• [Supplied material]:
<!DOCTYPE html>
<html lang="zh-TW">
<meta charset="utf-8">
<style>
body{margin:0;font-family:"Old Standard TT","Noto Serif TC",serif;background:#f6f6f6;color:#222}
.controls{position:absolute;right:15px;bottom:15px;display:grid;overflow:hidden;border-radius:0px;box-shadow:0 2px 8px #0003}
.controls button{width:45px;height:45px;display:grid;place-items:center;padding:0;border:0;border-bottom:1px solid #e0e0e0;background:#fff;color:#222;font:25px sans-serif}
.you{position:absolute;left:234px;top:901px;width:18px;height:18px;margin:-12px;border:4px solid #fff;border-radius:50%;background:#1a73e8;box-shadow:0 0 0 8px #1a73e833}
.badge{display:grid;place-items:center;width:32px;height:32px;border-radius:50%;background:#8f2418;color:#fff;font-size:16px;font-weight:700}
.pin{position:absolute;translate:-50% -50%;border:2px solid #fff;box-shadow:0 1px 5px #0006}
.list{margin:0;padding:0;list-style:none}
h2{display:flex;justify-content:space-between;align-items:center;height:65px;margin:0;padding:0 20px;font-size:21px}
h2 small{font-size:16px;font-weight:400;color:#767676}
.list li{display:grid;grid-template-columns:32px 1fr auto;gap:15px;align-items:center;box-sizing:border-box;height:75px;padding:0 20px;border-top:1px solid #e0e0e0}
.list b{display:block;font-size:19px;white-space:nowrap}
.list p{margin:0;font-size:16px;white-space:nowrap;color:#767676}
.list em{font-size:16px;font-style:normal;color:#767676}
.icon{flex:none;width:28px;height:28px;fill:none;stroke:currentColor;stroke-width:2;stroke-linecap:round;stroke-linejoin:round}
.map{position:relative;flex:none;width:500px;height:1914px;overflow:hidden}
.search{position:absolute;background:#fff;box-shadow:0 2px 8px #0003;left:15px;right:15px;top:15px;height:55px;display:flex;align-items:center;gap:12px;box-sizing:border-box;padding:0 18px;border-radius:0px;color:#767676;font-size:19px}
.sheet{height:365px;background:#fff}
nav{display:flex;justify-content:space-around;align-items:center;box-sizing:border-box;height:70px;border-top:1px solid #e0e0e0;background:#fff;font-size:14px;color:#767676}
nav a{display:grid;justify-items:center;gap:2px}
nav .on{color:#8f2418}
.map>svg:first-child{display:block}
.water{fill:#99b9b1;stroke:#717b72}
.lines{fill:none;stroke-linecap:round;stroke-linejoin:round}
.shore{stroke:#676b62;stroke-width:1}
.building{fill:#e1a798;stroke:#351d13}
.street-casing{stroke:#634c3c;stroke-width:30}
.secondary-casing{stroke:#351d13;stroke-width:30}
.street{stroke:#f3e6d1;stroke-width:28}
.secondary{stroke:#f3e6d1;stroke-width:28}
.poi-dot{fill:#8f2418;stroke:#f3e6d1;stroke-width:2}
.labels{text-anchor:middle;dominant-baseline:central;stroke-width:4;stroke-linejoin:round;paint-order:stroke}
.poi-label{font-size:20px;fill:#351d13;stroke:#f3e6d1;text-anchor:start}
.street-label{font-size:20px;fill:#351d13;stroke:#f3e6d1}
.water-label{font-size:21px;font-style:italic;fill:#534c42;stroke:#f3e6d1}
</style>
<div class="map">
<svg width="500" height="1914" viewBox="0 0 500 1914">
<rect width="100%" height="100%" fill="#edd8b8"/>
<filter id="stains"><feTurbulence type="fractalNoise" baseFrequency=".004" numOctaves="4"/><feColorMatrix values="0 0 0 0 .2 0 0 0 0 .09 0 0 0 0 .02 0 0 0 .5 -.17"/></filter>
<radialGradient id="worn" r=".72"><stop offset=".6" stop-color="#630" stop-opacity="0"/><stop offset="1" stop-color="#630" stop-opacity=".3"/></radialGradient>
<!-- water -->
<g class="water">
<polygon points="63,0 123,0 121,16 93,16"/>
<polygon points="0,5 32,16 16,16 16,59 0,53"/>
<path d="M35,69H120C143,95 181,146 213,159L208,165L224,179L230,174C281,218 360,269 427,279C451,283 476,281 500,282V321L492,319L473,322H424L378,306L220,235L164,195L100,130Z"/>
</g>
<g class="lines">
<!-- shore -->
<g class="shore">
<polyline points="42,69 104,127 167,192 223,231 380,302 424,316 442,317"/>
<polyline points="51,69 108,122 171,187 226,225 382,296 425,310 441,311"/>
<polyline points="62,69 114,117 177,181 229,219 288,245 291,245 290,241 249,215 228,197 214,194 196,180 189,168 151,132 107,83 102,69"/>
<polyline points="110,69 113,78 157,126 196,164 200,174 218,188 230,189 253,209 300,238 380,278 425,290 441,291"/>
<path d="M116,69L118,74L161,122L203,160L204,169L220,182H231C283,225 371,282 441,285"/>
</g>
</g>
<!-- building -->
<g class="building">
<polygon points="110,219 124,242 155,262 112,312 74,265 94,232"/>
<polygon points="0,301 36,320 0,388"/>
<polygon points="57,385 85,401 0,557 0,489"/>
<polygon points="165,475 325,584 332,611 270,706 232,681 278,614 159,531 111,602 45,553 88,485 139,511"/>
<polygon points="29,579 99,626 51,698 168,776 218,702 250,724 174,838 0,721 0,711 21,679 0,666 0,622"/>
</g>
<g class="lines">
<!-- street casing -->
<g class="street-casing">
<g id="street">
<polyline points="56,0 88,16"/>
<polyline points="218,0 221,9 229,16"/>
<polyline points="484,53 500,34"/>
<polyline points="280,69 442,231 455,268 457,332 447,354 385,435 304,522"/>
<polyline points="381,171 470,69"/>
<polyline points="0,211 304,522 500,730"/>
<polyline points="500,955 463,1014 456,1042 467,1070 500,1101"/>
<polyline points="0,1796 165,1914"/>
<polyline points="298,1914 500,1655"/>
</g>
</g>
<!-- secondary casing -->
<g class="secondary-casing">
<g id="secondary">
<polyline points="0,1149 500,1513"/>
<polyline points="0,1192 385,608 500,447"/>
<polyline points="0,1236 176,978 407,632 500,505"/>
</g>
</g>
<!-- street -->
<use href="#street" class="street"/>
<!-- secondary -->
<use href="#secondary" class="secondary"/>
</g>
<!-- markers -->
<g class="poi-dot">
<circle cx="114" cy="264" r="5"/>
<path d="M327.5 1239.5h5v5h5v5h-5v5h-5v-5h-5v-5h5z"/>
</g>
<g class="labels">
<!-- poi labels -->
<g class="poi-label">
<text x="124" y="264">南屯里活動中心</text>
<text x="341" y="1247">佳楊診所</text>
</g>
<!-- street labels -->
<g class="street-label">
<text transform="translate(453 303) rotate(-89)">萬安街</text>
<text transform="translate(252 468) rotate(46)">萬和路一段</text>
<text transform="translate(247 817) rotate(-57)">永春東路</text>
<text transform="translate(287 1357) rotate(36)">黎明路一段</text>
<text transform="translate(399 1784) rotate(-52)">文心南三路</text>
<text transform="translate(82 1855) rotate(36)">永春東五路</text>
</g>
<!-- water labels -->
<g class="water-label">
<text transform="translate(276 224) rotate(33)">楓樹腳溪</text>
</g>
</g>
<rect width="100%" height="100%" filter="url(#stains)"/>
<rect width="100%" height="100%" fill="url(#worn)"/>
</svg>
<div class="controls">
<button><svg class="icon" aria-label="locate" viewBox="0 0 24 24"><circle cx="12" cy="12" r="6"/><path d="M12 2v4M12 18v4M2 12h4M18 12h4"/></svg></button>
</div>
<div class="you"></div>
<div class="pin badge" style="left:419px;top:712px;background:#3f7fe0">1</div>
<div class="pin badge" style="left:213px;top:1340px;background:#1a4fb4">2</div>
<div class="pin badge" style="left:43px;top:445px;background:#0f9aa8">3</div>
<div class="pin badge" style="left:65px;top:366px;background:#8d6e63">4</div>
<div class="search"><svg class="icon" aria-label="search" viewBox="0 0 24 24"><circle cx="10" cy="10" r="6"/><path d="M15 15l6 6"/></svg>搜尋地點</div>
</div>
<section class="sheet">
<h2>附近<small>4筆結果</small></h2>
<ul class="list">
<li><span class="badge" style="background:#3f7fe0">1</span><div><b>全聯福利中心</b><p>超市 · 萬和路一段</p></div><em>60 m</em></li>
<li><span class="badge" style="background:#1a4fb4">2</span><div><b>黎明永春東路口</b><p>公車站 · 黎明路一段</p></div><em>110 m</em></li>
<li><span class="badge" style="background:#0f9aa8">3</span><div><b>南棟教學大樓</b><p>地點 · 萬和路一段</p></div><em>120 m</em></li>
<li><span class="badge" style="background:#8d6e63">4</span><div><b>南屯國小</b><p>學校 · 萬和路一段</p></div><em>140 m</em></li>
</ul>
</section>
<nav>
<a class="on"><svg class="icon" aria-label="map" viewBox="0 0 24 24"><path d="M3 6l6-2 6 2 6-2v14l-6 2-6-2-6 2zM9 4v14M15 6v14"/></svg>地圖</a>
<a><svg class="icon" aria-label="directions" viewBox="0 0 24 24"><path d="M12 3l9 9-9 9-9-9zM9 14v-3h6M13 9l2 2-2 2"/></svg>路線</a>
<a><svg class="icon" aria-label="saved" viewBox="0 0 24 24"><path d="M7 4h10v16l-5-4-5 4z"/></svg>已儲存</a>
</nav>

* * *

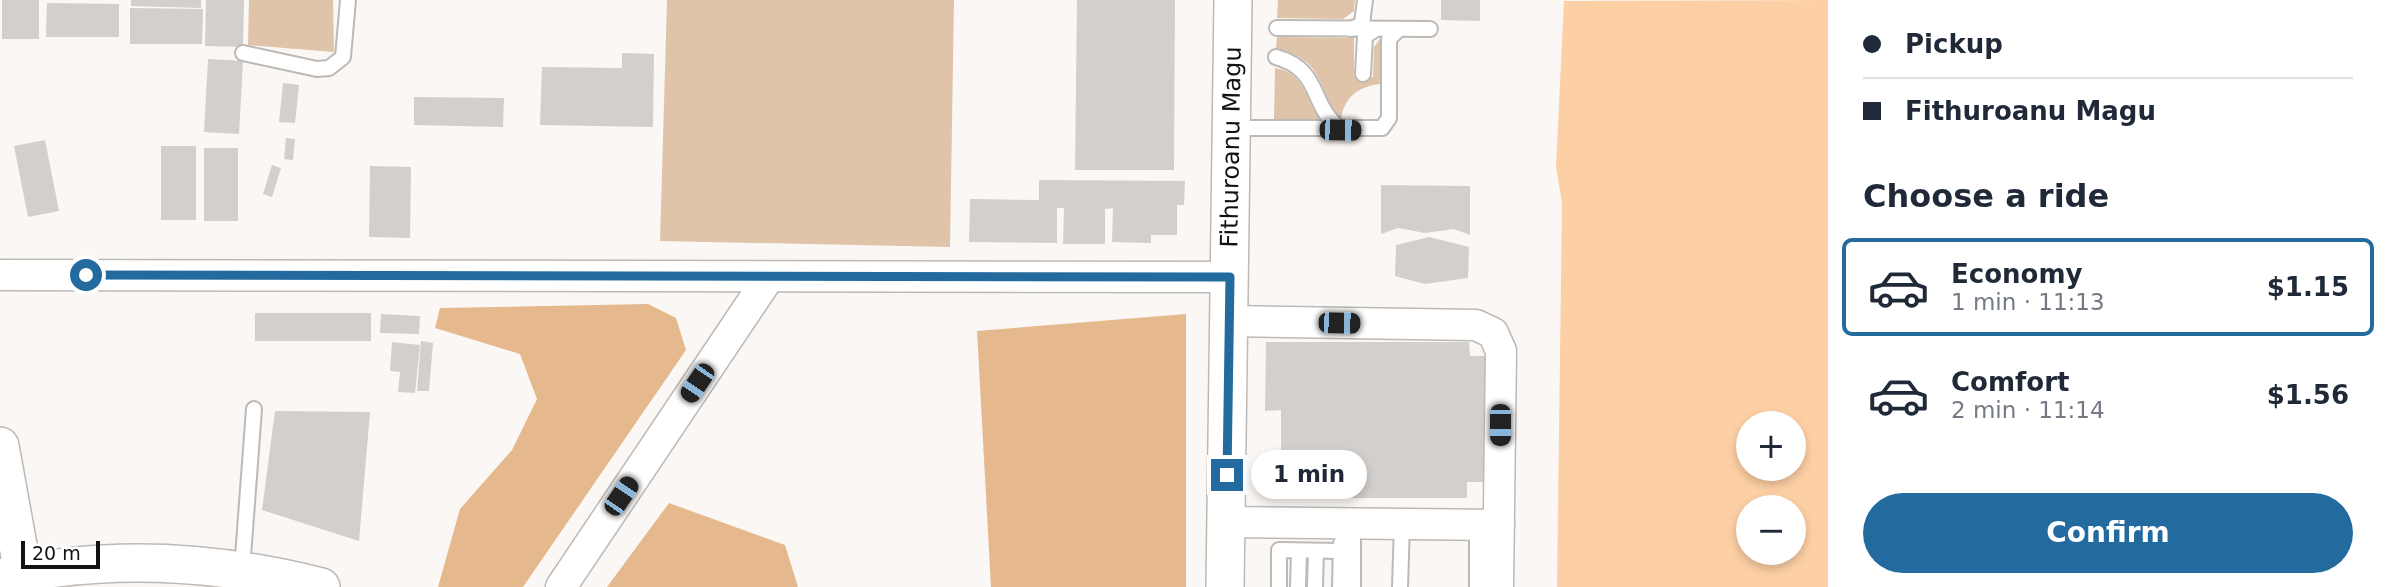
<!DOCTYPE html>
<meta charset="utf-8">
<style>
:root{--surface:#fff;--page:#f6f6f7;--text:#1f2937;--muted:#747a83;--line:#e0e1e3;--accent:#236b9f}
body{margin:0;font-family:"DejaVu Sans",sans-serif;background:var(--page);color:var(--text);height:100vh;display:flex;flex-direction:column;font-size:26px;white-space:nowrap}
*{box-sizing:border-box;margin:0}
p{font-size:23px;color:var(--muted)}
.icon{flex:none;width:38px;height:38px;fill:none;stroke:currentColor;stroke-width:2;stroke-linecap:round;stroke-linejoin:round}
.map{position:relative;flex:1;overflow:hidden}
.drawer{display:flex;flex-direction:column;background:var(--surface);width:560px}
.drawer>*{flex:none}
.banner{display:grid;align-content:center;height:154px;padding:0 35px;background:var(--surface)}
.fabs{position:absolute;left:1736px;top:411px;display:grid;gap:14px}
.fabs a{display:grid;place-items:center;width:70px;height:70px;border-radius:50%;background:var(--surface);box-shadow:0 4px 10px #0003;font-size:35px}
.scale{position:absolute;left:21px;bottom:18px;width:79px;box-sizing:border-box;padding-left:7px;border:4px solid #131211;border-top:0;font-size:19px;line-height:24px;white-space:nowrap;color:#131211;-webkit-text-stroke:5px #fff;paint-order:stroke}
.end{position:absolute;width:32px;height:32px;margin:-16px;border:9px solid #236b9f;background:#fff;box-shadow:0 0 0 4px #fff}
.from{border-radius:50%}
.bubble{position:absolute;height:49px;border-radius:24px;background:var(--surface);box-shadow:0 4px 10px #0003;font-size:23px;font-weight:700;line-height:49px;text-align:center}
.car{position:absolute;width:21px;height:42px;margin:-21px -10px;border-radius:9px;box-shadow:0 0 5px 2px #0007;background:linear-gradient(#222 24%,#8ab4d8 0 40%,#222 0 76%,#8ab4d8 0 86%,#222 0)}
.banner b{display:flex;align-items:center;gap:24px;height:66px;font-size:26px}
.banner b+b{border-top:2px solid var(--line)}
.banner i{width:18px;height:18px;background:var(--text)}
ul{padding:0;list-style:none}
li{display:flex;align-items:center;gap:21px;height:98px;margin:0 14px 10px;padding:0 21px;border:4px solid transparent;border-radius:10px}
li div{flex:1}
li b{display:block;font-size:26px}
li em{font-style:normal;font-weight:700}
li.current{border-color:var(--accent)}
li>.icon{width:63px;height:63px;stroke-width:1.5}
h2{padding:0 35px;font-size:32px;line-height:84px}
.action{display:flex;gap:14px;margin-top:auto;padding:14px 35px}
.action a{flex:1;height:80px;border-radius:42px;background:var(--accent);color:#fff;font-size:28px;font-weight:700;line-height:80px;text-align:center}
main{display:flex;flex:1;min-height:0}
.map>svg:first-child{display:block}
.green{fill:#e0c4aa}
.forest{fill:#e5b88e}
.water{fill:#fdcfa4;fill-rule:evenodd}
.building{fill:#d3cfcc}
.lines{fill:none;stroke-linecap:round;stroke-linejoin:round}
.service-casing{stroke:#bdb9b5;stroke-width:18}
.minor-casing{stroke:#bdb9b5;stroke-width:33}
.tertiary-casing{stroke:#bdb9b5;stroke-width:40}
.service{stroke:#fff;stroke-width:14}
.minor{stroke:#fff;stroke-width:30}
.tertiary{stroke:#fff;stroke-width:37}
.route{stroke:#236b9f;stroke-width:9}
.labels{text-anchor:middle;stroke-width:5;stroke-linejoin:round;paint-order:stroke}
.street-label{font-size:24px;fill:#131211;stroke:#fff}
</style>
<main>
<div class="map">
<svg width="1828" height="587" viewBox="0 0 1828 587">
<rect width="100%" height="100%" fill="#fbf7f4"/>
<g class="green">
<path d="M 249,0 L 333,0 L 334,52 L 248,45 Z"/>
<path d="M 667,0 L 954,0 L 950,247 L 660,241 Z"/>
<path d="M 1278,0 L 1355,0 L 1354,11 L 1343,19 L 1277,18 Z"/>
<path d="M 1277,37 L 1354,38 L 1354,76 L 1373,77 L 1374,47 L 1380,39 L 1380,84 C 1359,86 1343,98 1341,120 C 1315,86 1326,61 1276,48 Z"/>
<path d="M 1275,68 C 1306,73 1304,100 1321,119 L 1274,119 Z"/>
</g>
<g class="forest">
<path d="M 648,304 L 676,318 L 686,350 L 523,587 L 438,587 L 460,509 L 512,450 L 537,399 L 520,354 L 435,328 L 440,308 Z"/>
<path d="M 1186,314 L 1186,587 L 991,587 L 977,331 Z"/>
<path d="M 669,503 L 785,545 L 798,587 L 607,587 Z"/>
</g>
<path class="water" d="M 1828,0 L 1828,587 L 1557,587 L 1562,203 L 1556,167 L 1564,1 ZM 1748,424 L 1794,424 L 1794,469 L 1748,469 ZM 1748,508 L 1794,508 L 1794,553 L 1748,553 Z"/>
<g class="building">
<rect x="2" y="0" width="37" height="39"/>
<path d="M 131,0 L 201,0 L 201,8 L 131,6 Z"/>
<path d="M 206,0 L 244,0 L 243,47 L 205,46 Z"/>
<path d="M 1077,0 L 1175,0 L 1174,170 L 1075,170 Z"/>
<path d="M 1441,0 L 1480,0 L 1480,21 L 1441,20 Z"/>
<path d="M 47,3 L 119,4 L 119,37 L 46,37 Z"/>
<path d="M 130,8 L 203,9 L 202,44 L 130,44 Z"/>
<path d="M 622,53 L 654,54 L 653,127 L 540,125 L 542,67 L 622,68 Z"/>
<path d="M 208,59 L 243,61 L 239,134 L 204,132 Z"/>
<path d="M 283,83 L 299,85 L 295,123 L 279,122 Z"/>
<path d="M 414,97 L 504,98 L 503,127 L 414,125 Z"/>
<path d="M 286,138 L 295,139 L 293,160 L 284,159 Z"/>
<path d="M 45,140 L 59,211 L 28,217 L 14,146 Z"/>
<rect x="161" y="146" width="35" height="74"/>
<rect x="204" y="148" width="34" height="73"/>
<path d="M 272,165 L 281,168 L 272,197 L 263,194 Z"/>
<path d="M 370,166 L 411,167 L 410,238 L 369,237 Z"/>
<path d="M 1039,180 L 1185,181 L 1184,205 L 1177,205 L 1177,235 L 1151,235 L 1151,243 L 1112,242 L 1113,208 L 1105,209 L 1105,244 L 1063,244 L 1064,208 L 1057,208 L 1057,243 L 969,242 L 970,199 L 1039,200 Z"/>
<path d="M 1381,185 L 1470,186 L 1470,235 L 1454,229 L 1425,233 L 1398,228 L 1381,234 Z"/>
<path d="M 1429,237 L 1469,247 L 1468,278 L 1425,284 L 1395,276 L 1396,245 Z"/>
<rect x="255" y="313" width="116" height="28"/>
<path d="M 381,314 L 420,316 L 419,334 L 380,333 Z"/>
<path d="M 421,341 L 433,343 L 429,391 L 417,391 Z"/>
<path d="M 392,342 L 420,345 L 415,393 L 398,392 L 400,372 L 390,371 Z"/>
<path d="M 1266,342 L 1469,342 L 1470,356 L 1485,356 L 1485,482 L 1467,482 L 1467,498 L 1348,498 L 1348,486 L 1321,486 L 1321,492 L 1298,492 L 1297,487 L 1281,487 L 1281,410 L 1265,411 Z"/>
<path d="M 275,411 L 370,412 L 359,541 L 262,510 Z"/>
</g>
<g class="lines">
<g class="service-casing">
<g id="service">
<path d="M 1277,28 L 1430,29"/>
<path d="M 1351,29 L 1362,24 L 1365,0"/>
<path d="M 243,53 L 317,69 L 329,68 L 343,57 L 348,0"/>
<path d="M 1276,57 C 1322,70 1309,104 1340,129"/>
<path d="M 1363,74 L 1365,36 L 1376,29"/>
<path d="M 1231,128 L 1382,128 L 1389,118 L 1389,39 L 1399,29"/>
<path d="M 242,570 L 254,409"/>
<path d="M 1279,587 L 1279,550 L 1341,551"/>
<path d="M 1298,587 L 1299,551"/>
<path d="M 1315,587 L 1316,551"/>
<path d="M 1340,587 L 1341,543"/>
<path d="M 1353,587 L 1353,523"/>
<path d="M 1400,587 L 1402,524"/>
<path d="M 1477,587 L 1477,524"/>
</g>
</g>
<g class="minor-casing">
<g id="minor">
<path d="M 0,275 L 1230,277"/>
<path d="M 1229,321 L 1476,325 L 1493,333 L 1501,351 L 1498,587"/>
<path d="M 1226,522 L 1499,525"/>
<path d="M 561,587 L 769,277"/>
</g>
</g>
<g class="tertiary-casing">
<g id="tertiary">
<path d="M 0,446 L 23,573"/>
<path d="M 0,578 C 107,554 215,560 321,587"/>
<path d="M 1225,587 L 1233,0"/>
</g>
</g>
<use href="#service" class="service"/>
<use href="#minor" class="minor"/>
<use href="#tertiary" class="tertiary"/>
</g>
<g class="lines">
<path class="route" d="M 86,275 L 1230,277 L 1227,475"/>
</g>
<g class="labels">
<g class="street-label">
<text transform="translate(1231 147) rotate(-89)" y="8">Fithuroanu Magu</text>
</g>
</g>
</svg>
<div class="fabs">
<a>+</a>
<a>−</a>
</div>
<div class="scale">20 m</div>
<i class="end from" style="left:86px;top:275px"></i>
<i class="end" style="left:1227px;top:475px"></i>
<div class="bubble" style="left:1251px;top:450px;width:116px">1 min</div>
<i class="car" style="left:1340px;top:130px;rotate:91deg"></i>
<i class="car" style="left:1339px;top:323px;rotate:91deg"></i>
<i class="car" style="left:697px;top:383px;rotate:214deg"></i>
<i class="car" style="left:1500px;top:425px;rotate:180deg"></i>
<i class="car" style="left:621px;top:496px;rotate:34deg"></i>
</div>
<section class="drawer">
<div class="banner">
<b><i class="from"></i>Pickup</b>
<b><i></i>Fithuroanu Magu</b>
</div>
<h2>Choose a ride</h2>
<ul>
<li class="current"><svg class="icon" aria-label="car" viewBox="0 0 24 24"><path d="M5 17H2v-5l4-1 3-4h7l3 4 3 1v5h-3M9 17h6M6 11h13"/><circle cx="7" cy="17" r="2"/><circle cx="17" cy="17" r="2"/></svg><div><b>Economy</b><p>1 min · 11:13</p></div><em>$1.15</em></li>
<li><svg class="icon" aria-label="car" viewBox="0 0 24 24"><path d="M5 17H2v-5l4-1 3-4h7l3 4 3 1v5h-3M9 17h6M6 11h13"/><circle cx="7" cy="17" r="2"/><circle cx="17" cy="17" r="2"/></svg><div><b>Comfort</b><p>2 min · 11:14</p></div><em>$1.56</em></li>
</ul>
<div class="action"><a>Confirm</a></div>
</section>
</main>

• [What to produce]: Some lines contain the word "scale". Pull each one out of the listing.

• [Problem solution]:
.scale{position:absolute;left:21px;bottom:18px;width:79px;box-sizing:border-box;padding-left:7px;border:4px solid #131211;border-top:0;font-size:19px;line-height:24px;white-space:nowrap;color:#131211;-webkit-text-stroke:5px #fff;paint-order:stroke}
<div class="scale">20 m</div>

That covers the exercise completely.